- _Saved data entries_
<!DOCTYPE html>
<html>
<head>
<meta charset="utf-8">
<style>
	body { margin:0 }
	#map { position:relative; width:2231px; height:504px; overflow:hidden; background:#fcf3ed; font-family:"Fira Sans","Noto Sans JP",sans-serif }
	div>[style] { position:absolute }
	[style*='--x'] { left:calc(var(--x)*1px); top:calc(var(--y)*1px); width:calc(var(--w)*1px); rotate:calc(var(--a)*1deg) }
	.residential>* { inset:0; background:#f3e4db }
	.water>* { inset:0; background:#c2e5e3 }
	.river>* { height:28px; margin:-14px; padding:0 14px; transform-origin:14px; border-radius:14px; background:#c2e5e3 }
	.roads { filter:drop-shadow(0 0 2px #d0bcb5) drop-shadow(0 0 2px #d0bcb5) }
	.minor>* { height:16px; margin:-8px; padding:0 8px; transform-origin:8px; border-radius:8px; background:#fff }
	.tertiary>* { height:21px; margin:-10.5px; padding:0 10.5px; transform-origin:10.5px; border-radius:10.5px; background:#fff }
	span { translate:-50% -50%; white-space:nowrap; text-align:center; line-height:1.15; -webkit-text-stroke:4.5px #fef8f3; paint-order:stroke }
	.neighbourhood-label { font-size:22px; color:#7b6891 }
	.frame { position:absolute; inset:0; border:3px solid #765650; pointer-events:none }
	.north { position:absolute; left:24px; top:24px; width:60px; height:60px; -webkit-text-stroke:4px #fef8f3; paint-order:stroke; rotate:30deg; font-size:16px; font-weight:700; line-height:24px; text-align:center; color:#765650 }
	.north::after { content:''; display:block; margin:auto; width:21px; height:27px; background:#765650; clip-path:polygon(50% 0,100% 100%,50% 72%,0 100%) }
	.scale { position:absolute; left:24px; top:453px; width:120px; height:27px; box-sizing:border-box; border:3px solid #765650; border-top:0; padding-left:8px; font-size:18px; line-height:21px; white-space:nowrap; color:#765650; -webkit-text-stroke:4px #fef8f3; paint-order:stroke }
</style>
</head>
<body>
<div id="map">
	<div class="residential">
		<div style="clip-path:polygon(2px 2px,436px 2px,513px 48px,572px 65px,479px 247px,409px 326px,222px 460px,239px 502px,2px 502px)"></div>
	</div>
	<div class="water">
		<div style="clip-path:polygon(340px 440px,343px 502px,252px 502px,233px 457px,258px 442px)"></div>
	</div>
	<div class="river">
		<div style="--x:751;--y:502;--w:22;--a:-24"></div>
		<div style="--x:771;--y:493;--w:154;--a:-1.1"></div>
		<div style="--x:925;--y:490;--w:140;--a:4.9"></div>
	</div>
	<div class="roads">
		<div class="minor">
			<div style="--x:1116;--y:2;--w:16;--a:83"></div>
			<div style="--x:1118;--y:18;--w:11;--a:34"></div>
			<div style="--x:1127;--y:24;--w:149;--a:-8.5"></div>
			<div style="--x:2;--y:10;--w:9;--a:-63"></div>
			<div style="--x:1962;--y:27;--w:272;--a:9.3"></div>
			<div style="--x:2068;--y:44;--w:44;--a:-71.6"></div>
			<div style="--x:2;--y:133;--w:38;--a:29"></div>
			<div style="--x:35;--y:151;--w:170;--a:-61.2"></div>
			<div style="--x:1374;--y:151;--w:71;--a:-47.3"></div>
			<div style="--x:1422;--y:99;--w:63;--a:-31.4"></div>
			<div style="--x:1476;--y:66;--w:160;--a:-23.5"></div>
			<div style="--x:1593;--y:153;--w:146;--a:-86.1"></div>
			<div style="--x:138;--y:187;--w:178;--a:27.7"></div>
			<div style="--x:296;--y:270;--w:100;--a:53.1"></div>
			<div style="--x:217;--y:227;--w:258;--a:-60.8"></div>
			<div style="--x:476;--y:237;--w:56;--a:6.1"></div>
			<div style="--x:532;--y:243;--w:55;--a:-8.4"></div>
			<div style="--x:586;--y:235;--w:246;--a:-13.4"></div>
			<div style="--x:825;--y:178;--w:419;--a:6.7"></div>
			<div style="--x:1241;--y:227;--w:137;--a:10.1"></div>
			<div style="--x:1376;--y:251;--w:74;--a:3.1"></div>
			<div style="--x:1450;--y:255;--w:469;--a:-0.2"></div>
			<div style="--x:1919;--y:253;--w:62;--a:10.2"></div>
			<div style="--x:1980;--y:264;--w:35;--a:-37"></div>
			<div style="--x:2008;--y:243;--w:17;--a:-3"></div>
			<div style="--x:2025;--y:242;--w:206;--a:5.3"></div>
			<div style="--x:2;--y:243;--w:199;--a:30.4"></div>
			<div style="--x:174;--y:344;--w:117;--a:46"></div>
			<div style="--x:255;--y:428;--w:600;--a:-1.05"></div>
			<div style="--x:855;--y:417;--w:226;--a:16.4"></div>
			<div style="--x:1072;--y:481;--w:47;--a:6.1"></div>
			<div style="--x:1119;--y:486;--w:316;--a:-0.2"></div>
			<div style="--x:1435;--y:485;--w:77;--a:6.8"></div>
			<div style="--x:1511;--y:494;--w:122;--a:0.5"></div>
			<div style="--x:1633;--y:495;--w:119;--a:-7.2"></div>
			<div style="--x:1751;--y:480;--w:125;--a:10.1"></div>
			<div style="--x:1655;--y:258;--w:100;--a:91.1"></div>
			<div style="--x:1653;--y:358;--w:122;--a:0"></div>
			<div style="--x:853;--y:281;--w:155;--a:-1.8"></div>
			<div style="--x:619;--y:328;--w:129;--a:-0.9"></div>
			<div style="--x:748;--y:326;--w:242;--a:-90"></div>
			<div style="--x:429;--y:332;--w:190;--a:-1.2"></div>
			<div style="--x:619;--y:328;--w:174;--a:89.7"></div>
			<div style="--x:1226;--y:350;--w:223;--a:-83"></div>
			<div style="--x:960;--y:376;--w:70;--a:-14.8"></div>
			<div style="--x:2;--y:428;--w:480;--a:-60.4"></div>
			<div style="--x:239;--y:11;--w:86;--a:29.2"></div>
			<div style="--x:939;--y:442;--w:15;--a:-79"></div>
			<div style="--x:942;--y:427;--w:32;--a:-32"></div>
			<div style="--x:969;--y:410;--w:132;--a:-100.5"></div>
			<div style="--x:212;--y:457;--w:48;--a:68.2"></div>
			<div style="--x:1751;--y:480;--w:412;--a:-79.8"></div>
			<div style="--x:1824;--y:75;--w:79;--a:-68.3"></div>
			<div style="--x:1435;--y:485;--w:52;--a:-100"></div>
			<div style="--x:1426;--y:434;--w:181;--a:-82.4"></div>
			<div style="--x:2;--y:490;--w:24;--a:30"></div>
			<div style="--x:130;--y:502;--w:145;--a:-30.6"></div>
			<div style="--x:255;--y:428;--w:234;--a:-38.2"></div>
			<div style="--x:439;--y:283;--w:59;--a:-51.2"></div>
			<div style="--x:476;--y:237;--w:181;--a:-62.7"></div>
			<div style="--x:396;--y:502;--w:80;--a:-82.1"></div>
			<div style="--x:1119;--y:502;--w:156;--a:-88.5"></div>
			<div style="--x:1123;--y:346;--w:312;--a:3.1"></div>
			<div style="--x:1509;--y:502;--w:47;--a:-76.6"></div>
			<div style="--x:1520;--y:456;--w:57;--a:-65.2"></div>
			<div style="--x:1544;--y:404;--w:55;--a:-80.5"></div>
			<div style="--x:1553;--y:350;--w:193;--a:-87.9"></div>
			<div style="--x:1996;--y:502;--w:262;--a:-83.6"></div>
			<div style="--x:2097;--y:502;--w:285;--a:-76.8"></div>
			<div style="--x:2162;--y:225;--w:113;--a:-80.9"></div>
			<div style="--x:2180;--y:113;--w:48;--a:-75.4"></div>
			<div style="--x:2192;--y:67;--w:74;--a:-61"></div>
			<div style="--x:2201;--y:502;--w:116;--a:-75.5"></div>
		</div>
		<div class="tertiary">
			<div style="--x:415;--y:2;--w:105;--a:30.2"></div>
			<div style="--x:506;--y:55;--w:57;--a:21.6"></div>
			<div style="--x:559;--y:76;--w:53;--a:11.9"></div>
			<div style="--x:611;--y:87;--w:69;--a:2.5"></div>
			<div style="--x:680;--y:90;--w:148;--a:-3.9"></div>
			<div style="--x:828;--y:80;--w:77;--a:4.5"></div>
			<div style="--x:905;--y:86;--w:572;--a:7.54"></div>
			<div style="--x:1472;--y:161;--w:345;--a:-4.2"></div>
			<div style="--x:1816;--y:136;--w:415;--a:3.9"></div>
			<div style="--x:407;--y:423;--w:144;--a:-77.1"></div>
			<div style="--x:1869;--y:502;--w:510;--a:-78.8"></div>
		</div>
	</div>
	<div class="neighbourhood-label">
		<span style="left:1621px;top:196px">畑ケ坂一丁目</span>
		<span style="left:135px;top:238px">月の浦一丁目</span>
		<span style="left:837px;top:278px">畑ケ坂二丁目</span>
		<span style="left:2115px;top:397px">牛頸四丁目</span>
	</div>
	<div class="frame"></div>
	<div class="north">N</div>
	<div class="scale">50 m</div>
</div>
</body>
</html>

- _What you have to do_
For this task, write out exactly the lines of the entries above, starting at the line with "height:16px; margin:-8px; padding:0" and ending at the line with "translate:-50% -50%; white-space:nowrap;", both included, and no others.

- _Answer for this exercise_
	.minor>* { height:16px; margin:-8px; padding:0 8px; transform-origin:8px; border-radius:8px; background:#fff }
	.tertiary>* { height:21px; margin:-10.5px; padding:0 10.5px; transform-origin:10.5px; border-radius:10.5px; background:#fff }
	span { translate:-50% -50%; white-space:nowrap; text-align:center; line-height:1.15; -webkit-text-stroke:4.5px #fef8f3; paint-order:stroke }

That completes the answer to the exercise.